Deformation and Seepage Characteristics of Coal Under True Triaxial Loading–Unloading

True triaxial loading–unloading tests of coal samples were performed using a multifunctional true triaxial fluid–solid coupling experimental system. The deformation, seepage, damage, strength, and failure characteristics of the coal samples were analyzed. Based on this, the variation mechanism of the permeability and yield conditions under different gas pressures was investigated, and the true triaxial loading–unloading of the coal sample was verified using numerical simulation software. The results show that the volumetric strain of the samples exhibited a process of compaction, flatness, and re-compaction with an increase in time. The permeability was approximately negatively correlated with volumetric strain. With an increase in gas pressure, the threshold value of the damage factor increases gradually, and the initial damage point of the sample gradually moves backward. At a pressure of 2 MPa, the degree of damage to the sample was relatively large. After failure, the internal cracks in the specimen developed and expanded rapidly, resulting in an upward trend in permeability.
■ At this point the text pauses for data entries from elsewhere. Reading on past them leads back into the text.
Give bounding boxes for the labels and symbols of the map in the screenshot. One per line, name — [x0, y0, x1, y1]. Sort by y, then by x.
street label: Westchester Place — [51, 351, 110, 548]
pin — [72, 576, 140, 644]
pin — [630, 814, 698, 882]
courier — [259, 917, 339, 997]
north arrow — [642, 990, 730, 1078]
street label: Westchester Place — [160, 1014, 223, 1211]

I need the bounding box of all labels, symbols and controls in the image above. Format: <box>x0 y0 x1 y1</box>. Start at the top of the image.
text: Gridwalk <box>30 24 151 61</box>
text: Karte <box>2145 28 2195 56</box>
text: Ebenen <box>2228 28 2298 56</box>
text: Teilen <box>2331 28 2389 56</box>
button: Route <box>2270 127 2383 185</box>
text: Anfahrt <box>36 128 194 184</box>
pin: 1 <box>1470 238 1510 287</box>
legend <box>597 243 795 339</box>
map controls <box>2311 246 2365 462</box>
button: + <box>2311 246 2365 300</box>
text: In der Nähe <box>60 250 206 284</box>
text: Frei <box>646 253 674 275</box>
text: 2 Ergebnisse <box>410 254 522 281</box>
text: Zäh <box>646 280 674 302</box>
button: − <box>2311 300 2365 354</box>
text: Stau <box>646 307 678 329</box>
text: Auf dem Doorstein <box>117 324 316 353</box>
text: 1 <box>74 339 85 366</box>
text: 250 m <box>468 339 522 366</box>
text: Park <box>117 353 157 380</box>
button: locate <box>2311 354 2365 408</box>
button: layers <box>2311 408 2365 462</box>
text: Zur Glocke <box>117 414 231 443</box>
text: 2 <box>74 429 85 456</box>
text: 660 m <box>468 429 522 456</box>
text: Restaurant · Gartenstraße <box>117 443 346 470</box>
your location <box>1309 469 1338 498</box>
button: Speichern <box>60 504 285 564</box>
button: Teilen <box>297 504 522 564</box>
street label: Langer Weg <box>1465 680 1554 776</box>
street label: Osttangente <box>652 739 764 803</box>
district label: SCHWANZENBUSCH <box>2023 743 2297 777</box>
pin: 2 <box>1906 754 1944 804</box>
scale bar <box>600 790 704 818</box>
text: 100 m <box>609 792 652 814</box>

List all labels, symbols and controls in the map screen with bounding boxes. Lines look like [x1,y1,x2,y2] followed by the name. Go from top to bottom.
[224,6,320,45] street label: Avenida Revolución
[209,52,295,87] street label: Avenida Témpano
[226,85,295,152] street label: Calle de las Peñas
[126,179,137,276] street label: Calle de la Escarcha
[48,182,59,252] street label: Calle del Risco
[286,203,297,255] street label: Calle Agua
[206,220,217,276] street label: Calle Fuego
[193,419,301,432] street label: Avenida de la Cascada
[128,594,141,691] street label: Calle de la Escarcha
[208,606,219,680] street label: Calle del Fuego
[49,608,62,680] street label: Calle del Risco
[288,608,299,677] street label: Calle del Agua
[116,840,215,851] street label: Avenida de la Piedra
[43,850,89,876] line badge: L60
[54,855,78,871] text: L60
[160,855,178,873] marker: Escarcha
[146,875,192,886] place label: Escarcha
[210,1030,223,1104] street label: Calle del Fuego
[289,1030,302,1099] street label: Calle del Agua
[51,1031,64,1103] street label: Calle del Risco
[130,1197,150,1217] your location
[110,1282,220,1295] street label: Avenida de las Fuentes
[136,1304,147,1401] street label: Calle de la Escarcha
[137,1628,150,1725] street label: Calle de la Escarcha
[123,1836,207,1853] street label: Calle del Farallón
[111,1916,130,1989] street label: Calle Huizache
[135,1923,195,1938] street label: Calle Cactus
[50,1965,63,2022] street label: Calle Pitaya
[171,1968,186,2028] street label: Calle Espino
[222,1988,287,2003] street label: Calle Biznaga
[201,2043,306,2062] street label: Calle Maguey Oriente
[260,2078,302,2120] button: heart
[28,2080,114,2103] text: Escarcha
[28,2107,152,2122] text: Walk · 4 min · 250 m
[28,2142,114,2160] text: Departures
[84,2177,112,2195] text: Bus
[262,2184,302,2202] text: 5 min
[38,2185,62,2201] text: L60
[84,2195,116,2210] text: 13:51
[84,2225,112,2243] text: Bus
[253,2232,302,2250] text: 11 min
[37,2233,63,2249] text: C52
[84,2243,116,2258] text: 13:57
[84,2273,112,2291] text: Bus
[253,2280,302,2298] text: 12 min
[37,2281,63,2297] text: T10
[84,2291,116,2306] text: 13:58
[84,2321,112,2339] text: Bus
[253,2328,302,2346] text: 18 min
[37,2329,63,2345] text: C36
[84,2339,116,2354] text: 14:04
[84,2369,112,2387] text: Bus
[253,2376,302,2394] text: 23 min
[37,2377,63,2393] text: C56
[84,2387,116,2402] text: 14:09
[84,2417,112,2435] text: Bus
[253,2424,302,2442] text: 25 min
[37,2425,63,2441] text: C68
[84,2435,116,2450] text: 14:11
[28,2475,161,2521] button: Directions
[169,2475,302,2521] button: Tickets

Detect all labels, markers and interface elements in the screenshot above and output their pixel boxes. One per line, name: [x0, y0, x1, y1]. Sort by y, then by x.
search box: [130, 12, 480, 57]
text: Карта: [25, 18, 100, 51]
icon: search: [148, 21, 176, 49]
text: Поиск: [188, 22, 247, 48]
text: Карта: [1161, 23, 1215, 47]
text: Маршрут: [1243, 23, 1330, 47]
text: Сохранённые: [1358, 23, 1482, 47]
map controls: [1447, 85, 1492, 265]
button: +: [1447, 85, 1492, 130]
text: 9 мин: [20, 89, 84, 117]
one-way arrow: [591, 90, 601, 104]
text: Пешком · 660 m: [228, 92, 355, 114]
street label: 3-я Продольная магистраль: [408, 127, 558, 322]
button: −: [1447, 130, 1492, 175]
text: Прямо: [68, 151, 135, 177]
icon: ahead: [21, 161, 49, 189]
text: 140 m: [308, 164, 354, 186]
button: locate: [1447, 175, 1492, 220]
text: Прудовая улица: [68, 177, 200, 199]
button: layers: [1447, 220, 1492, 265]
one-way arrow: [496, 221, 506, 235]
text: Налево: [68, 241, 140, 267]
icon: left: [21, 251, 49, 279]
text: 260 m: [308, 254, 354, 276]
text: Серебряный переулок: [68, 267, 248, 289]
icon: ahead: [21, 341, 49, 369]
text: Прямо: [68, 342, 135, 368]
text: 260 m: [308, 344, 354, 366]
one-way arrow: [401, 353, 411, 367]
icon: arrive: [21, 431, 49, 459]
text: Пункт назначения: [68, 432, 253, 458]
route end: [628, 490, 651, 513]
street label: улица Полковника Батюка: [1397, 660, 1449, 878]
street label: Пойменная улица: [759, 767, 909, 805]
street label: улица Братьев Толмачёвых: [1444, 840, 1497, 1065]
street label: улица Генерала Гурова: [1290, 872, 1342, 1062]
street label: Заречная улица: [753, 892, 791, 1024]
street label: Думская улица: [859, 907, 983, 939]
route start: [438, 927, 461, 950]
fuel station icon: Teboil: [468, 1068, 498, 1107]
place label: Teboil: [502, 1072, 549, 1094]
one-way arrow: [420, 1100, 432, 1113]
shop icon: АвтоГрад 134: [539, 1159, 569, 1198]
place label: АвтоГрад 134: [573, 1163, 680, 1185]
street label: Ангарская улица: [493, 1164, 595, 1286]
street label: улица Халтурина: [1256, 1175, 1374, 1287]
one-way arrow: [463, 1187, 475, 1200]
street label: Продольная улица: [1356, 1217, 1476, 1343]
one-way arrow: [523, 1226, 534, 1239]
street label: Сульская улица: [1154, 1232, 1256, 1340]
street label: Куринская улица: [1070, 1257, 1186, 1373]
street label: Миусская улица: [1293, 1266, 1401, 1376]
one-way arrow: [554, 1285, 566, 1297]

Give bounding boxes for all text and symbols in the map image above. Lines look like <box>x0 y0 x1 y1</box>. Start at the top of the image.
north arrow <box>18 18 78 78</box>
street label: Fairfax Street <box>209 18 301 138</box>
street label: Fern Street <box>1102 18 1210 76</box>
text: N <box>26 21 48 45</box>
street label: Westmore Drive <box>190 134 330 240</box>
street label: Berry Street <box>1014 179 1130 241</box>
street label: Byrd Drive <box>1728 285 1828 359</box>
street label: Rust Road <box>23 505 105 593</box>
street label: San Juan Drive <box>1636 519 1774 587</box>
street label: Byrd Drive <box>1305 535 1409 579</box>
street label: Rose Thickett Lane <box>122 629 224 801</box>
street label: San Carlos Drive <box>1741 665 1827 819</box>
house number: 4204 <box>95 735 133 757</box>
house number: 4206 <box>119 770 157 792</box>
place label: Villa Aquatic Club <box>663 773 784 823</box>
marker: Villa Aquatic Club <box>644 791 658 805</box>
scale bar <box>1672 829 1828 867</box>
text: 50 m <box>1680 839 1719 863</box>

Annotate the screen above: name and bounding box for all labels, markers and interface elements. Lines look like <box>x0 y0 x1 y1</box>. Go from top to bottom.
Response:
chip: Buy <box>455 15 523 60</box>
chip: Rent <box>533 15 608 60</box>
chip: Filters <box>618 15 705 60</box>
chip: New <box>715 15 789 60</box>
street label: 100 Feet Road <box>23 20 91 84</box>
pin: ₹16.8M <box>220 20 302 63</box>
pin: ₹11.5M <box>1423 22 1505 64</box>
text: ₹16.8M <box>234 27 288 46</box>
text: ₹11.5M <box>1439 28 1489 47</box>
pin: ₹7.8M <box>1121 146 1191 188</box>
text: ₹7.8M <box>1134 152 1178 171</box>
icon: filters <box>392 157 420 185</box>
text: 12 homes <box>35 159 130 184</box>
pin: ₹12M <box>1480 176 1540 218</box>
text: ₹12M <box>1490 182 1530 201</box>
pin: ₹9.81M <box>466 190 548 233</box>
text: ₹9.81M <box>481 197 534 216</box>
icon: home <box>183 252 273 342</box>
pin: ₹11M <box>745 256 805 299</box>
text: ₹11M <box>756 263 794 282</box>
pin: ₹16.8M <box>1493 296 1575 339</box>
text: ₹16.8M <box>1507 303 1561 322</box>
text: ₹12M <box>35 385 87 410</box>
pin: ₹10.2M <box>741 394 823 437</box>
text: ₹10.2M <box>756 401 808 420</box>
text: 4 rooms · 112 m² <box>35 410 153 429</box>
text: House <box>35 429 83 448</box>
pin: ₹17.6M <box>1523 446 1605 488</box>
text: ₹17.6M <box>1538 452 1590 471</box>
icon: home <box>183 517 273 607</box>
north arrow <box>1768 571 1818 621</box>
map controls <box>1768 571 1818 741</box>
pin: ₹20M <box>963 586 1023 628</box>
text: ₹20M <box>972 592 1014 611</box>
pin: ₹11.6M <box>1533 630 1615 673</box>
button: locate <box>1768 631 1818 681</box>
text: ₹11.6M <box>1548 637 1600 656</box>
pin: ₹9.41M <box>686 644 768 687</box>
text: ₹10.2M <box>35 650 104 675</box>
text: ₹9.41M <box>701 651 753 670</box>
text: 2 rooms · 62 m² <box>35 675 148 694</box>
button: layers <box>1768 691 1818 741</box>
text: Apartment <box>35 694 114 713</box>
At pressures of 2.5 and 3 MPa, although the yield failure generated new cracks, owing to a decrease in cementation strength between particles and particle separation, shear slip blocked some natural leakage channels, resulting in an unclear permeability variation range. In the post-peak stage, the increasing volumetric strain caused the sample to continue to densify, and the permeability of the sample further decreased. When gas pressure was applied, it was equivalent to the axial prestress of the sample. The greater the gas pressure, the smaller the shear stress of the sample when it entered the yield state. After the yield, the sample was continuously subjected to a larger three-way pressure, resulting in a longer plastic-stage duration.